Lecturas

Elogio de la herejía

Anne Dufourmantelle

Me gustaría hablar de dos grandes figuras que han desaparecido, una de ellas recientemente. Se trata del gran psicoanalista y maestro de hipnosis en Francia, François Roustang. Y la otra, el profesor Jean Delay, que una reciente publicación ha vuelto a colocar al frente. A primera vista, todo los opone; pero, en realidad, los dos defendieron una libertad de pensamiento y de acción que sería útil, en estos tiempos de indigencia psiquiátrica, recordar, y que es urgente reactualizar.

Jean Delay fue psiquiatra, escritor, pero también viajero, observador incansable de su tiempo y un enamorado del País Vasco y de España. Fue miembro de la Academia Francesa y de la Academia de Medicina. Entre otras cosas, descubrió los neurolépticos con su equipo del Hospital Sainte-Anne, y colocó las bases de dos géneros: la psicobiografía, con La juventud de André Gide, y la sociobiografía, con su libro Avant Mémoire. En su espada de académico figura, entre otros símbolos, el dios Janus bifronte, que posee el don de ver el pasado y el porvenir. La editorial Des Cendres tuvo la hermosa idea de publicar de nuevo sus artículos: Un médico frente a su tiempo, así como un libro homenaje, Jean Delay, psiquiatra y escritor (1907-1987). En la lectura absolutamente regocijante de los primeros artículos, en el lugar donde esperábamos una docta elaboración de las ventajas y los inconvenientes de los neurolépticos, nos encontramos con un espíritu libre que habla del lsd y de otras substancias, haciendo el elogio de la exploración mental que permiten (estamos en la época de Michaux, de Jünger y, un poco antes, de Castaneda). Su clarividencia se afirma en aquello que teme: el uso simplemente normativo de los psicotrópicos para reducir al silencio a los pacientes, o para hacerles confesar sus delitos. La época le dio la razón, desafortunadamente. Los neurolépticos son utilizados como camisas de fuerza químicas, reduciendo al silencio todos los asilos. Se usan para atiborrar a una población ya en exceso medicada, para que sus ganas de vivir se queden en el sueño, y también sus dificultades para ser, a las que la sociedad ya no puede responder. También hay bellas páginas sobre el espíritu del tiempo, a veces de una ironía feroz. Es flagrante que ya no existe la posible solidaridad entre poetas, médicos, exploradores, pintores, que muestra estos textos: la especialización es la característica de las sociedades timoratas.

Maria Islas ilustracion sep22

Parece que los grandes psicoanalistas son herejes. En esto, siguen el ejemplo del fundador de la disciplina, porque Freud afinó una práctica y una teoría que contravenía los usos de Austria y del mundo de su tiempo. François Roustang, que acaba de morir, era uno de esos espíritus raros, porque, al mismo tiempo, fue audaz, libre y discreto, y porque inventó la disciplina de su práctica. Es verdad, se apoyó en la hipnosis ancestral, pero el uso que le dio, las teorías y los libros brillantísimos que escribió, están en las antípodas de los catequismos, de las ortodoxias y de las clerecías que caracterizan en lo esencial al mundo «psi» contemporáneo.

Roustang se veía menos como psicoanalista que como terapeuta.

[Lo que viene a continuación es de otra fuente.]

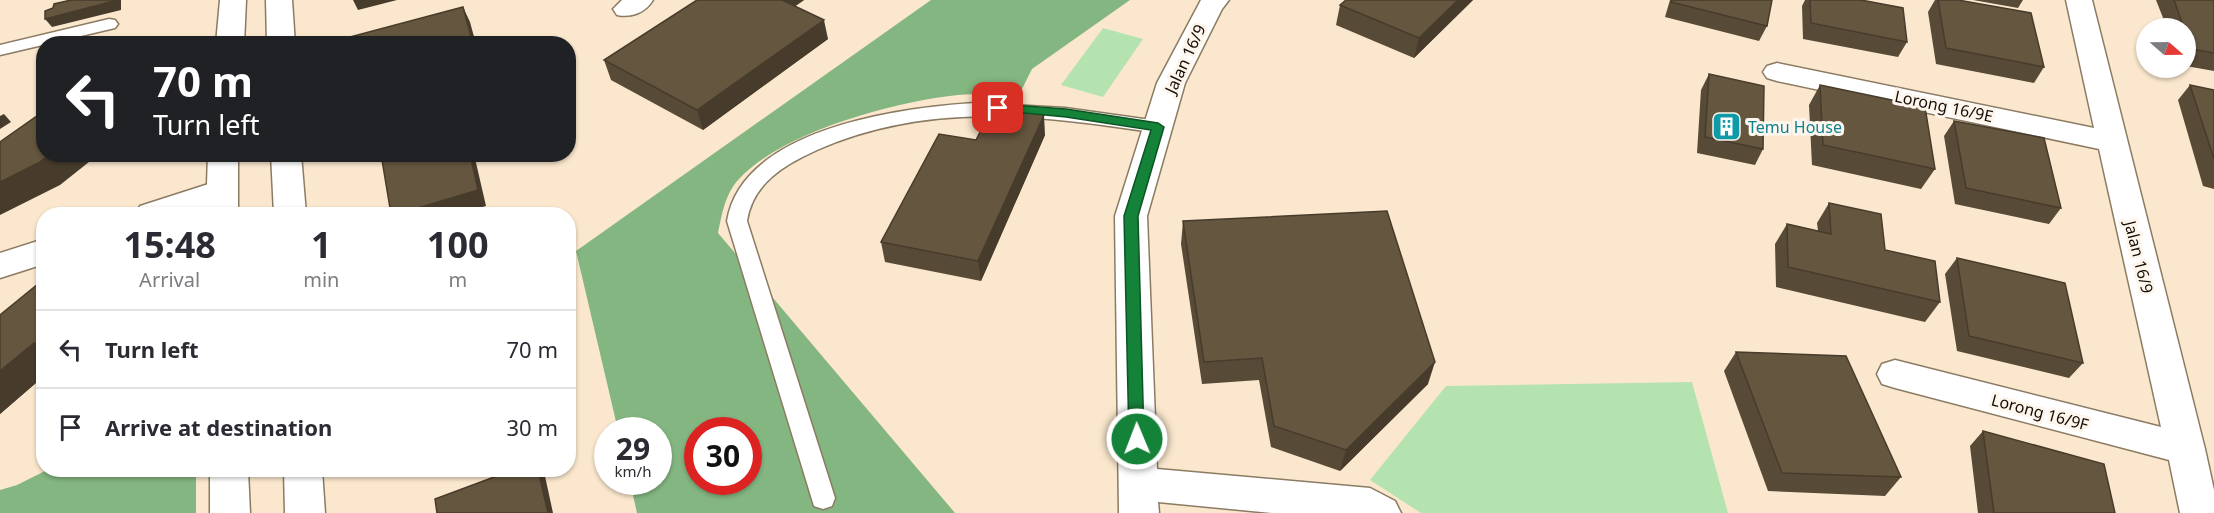 <!DOCTYPE html>
<html lang="en">
<head>
<meta charset="utf-8">
<style>
	body { margin:0; font-family:"Noto Sans",sans-serif; background:#f7f7f7; color:#2b2b33; height:100vh; display:flex; flex-direction:column; font-size:22px; white-space:nowrap }
	* { box-sizing:border-box; margin:0 }
	p { font-size:20px; color:#7c7c81 }
	.icon { flex:none; width:33px; height:33px; fill:none; stroke:currentColor; stroke-width:2; stroke-linecap:round; stroke-linejoin:round }
	.map { position:relative; flex:1; overflow:hidden }
	.panel { position:absolute; left:36px; top:207px; width:540px; height:270px; display:flex; flex-direction:column; background:#fff; border-radius:24px; box-shadow:0 2px 4px #0004 }
	.panel>* { flex:none }
	.banner { position:absolute; left:36px; top:36px; width:540px; height:126px; border-radius:24px; box-shadow:0 2px 4px #0004; background:#202124; color:#fff; overflow:hidden }
	.needle { width:39px; rotate:110deg }
	.fabs { position:absolute; left:2136px; top:18px; display:grid; gap:12px }
	.fabs a { display:grid; place-items:center; width:60px; height:60px; border-radius:50%; background:#fff; box-shadow:0 2px 4px #0004; font-size:30px }
	.speed { position:absolute; left:594px; top:417px; display:flex; gap:12px; font-size:30px; font-weight:700; text-align:center }
	.speed>* { display:grid; place-content:center; width:78px; height:78px; border-radius:50%; background:#fff; box-shadow:0 2px 4px #0004; line-height:1 }
	.speed small { font-size:15px; font-weight:400 }
	.speed .limit { border:9px solid #d22; background:#fff; color:#111 }
	.pin { position:absolute; display:grid; place-items:center; width:51px; height:51px; color:#fff; margin:-26px; border-radius:12px; box-shadow:0 3px 9px #0006 }
	.me { position:absolute; width:66px; margin:-33px; rotate:359deg; stroke-linejoin:round; filter:drop-shadow(0 0 4px #0008) }
	.turn { display:flex; align-items:center; gap:21px; height:126px; padding:0 18px; font-size:27px }
	.turn .icon { width:78px; height:78px; stroke-width:2.5 }
	.turn b { display:block; font-size:42px; line-height:51px }
	.eta { display:flex; justify-content:space-evenly; align-items:center; height:102px; text-align:center }
	.eta b { font-size:36px; font-weight:700; line-height:42px }
	ul { padding:0; list-style:none }
	li { display:flex; align-items:center; gap:18px; height:78px; padding:0 18px; border-top:2px solid #e1e1e2 }
	li div { flex:1 }
	li b { display:block; font-size:22px }
	li em { font-style:normal }
	.map>svg:first-child { display:block }
	.green { fill:#b4e3b0 }
	.forest { fill:#84b681; fill-rule:evenodd }
	.lines { fill:none; stroke-linecap:round; stroke-linejoin:round }
	.lane-casing { stroke:#8b7b63; stroke-width:3 }
	.street-casing { stroke:#8b7b63; stroke-width:3 }
	.secondary-casing { stroke:#8b7b63; stroke-width:3 }
	.lane { fill:#fff; fill-rule:evenodd }
	.street { fill:#fff; fill-rule:evenodd }
	.secondary { fill:#fff; fill-rule:evenodd }
	.wall { fill:#574a36 }
	.shaded-wall { fill:#473c2c }
	.building { fill:#65563f; stroke:#473c2c; stroke-width:1.5 }
	.route { fill:#148238; stroke:#0d5424; stroke-width:1.5 }
	.labels { text-anchor:middle; stroke-width:6; stroke-linejoin:round; paint-order:stroke }
	.street-label { font-size:16px; fill:#130d05; stroke:#fef6ec }
	.culture-label { font-size:16px; fill:#0d838f; stroke:#fef6ec; text-anchor:start }
</style>
</head>
<body>
<div class="map">
<svg width="2214" height="513" viewBox="0 0 2214 513">
	<rect width="100%" height="100%" fill="#fae7cd"/>
	<path class="green" d="M1103,28L1143,39L1103,97L1061,85Z
		M1692,382L1728,513H1421L1370,480L1446,386Z"/>
	<path class="forest" d="M931,0H1130L1032,69L1018,97C998,96 978,93 958,95C896,101 782,132 739,179C725,194 722,214 718,233L955,513H637L630,482H658V430H618L576,251ZM698,430H748V482H698Z
		M47,470H196V513H0V490L17,485Z"/>
	<g class="lines">
		<defs>
			<path id="lane" d="M109,19L115,20L118,24L115,28L0,55V45Z
				M974,103L1065,108L1158,121L1165,123L1167,127L1165,131L1158,133C1040,115 929,101 817,150C784,165 753,183 747,221L835,498L832,506L823,509L814,506L727,221C742,129 898,108 974,103Z"/>
			<path id="street" d="M622,0H653C645,13 631,18 617,15L613,9Z
				M1201,0H1229L1222,9L1185,83L1147,216L1157,469L1370,488L1395,501L1401,513H1272L1158,502L1159,513H1119L1115,216L1157,83Z
				M2066,0H2092L2205,449L2214,490V513H2180L2169,460L1895,388L1882,384L1877,374L1882,364L1895,360L2161,427L2099,149L1777,81L1767,78L1763,72L1767,66L1777,63L2094,128Z
				M221,180L232,183L237,191L232,199L185,214H135L140,206Z
				M44,239V264L0,278V253Z"/>
			<path id="secondary" d="M220,0H246L244,44H216Z
				M266,0H292L295,44H267Z
				M208,154H238V214H206Z
				M271,154H301L306,214H274Z
				M210,470H248L250,513H210Z
				M284,470H322L325,513H285Z"/>
		</defs>
		<use href="#lane" class="lane-casing"/>
		<use href="#street" class="street-casing"/>
		<use href="#secondary" class="secondary-casing"/>
		<use href="#lane" class="lane"/>
		<use href="#street" class="street"/>
		<use href="#secondary" class="secondary"/>
	</g>
	<path class="wall" d="M697,0H804L795,6L828,39L703,130L611,80L604,60Z
		M1473,0L1414,58L1336,25L1340,5Z
		M1670,0H1772L1767,26L1759,41L1665,17Z
		M1805,0H1861L1907,42L1898,57L1803,39L1802,6Z
		M1935,0H1958L2044,67L2034,83L1936,64L1928,12Z
		M1973,0H2023L2018,8Z
		M2156,0H2214V71L2186,66V28H2167Z
		M1709,74L1763,149L1755,165L1697,153L1701,90Z
		M1820,85L1935,169L1921,189L1812,165L1809,105Z
		M2190,85L2214,90V189L2203,186L2178,100Z
		M1954,121L2061,208L2049,224L1955,204L1944,136Z
		M1045,135L981,281L885,262L881,242L976,140Z
		M1829,203L1885,250L1940,302L1925,322L1776,287L1775,244L1787,224L1818,231L1817,223Z
		M1183,221L1428,384L1340,471L1271,447L1259,380L1202,384L1181,244Z
		M1957,258L2083,363L2069,378L1957,351L1945,274Z
		M44,279V376L0,414V315Z
		M1736,352L1901,477L1885,496L1768,491L1724,371Z
		M1983,431L2115,513H1978L1970,446Z"/>
	<path class="shaded-wall" d="M114,0H121V10L52,27L45,19Z
		M353,0H397L358,10Z
		M776,0H804L780,17Z
		M1458,0H1473L1414,58L1419,38Z
		M463,7L470,22L476,44H473Z
		M824,20L828,39L703,130L697,110Z
		M4,114L11,122L0,129V116Z
		M1044,115L1045,135L981,281L978,261Z
		M50,154H99L60,185L0,215V182Z
		M470,154H474L486,206L458,214H398Z
		M34,343L44,352V376L0,414V371Z
		M1435,362L1428,384L1340,471L1346,450Z
		M538,470H541L545,476L553,513H548Z"/>
	<path class="building" d="M71,0H114V1L45,19V11L53,8L54,4Z
		M697,0H782L824,20L697,110L604,60Z
		M1346,0H1458L1419,38L1340,5Z
		M1672,0H1772L1767,26L1671,2Z
		M1810,0H1861L1903,8L1907,42L1811,23Z
		M1938,0H1958L2031,13L2044,67L1946,48Z
		M2174,0H2214V53L2192,49L2186,31V28H2184Z
		M463,7L473,44H347L346,38Z
		M1709,74L1764,86L1763,149L1705,137Z
		M1820,85L1925,107L1935,169L1823,145Z
		M2190,85L2214,90V159Z
		M993,106L1044,115L978,261L881,242L939,134L976,140Z
		M44,111V154H50L40,162L0,182V142Z
		M1954,121L2044,138L2061,208L1966,188Z
		M381,154H470L478,190L398,214H391Z
		M1829,203L1881,214L1885,250L1935,261L1940,302L1788,267L1787,224L1831,234Z
		M1387,211L1435,362L1346,450L1274,426L1262,358L1204,362L1183,221Z
		M1957,258L2065,283L2083,363L1969,336Z
		M44,279V343L41,345L34,343L0,371V315Z
		M1736,352L1846,356L1901,477L1782,473Z
		M1983,431L2104,464L2115,513H1994Z
		M513,470H538L548,513H437L435,499Z"/>
	<path class="route" d="M998,104L1066,109L1158,123L1164,127L1138,216L1144,439L1142,444H1131L1129,439L1124,216L1151,130L1066,117L994,110L992,108Z"/>
	<defs>
		<symbol id="building-square" viewBox="-11 -11 22 22"><rect x="-9" y="-9" width="18" height="18" rx="4" fill="#0f9aa8" stroke="#fef6ec"/><path d="M-4-6H4V6H1V3H-1V6H-4ZM-2.5-4.3h1.7v1.8h-1.7ZM.8-4.3h1.7v1.8H.8ZM-2.5-1h1.7V.8h-1.7ZM.8-1h1.7V.8H.8Z" fill="#fff"/></symbol>
	</defs>
	<g fill-rule="evenodd">
		<use href="#building-square" x="1710" y="110" width="33" height="33"/>
	</g>
	<g class="labels">
		<g class="street-label">
			<text transform="translate(1185 59) rotate(-65)" y="6">Jalan 16/9</text>
			<text transform="translate(1944 106) rotate(12)" y="6">Lorong 16/9E</text>
			<text transform="translate(2139 257) rotate(76)" y="6">Jalan 16/9</text>
			<text transform="translate(2040 412) rotate(15)" y="6">Lorong 16/9F</text>
		</g>
		<g class="culture-label">
			<text x="1748" y="133">Temu House</text>
		</g>
	</g>
</svg>
<div class="fabs">
<a><svg class="needle" viewBox="-14 -14 28 28"><path d="M0-13l5 13h-10z" fill="#e53935"/><path d="M0 13l5-13h-10z" fill="#7c7c81"/></svg></a>
</div>
<div class="speed"><div>29<small>km/h</small></div><div class="limit">30</div></div>
<div class="pin" style="left:998px;top:108px;background:#d93025"><svg class="icon" aria-label="arrive" viewBox="0 0 24 24"><path d="M6 21V4h12l-3 4 3 4H6"/></svg></div>
<svg class="me" style="left:1137px;top:439px" viewBox="-20 -20 40 40"><circle r="17" fill="#148238" stroke="#fff" stroke-width="3"/><path d="M0-11L8 9 0 5-8 9z" fill="#fff"/></svg>
<div class="banner">
<div class="turn"><svg class="icon" aria-label="left" viewBox="0 0 24 24"><path d="M17 20v-9H6M10 6l-5 5 5 5"/></svg><div><b>70 m</b>Turn left</div></div>
</div>
<section class="panel">
<div class="eta">
<div><b>15:48</b><p>Arrival</p></div>
<div><b>1</b><p>min</p></div>
<div><b>100</b><p>m</p></div>
</div>
<ul>
<li><svg class="icon" aria-label="left" viewBox="0 0 24 24"><path d="M17 20v-9H6M10 6l-5 5 5 5"/></svg><div><b>Turn left</b></div><em>70 m</em></li>
<li><svg class="icon" aria-label="arrive" viewBox="0 0 24 24"><path d="M6 21V4h12l-3 4 3 4H6"/></svg><div><b>Arrive at destination</b></div><em>30 m</em></li>
</ul>
</section>
</div>
</body>
</html>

Se podría también decir que era, quizá ante todo, un maestro taoísta o un chamán. Desconfiaba de la posición tiránica que confiere la transferencia a aquel que la suscita. Esperaba que cada uno supiese tomar al menos un poco de distancia de sí mismo, lo que excluye a los Narcisos como las víctimas profesionales.

Roustang tenía una pasión por la libertad, por el «riesgo» que representa. Hacía que cada uno tomara cita con su verdad, es decir, en un primer tiempo, el abandono completo y vertiginoso que deja al sujeto perdido, desorientado, para finalmente revelarse. El cuerpo es, a sus ojos, un elemento más crucial que el relato de los pacientes: todo comienza por la forma en la que nos tenemos de pie en la vida. La repetición le parecía la trampa de toda existencia, trampa en la que caen también casi todas las curas, que se eternizan en sus propias narraciones. La queja, según él, es el mal principal del sujeto occidental, mucho más que aquello de lo que se queja en realidad. Describir cómo se sufre toma casi siempre el lugar de la búsqueda de un medio para salir del sufrimiento. Edificaba y no mimaba. En ese aspecto, iba en sentido contrario de las expectativas de la sociedad, que exige protección, es decir, que exige vigilar a sus miembros a través de todos los agentes y todas las instituciones que ha transformado en instancias de control o de neutralización.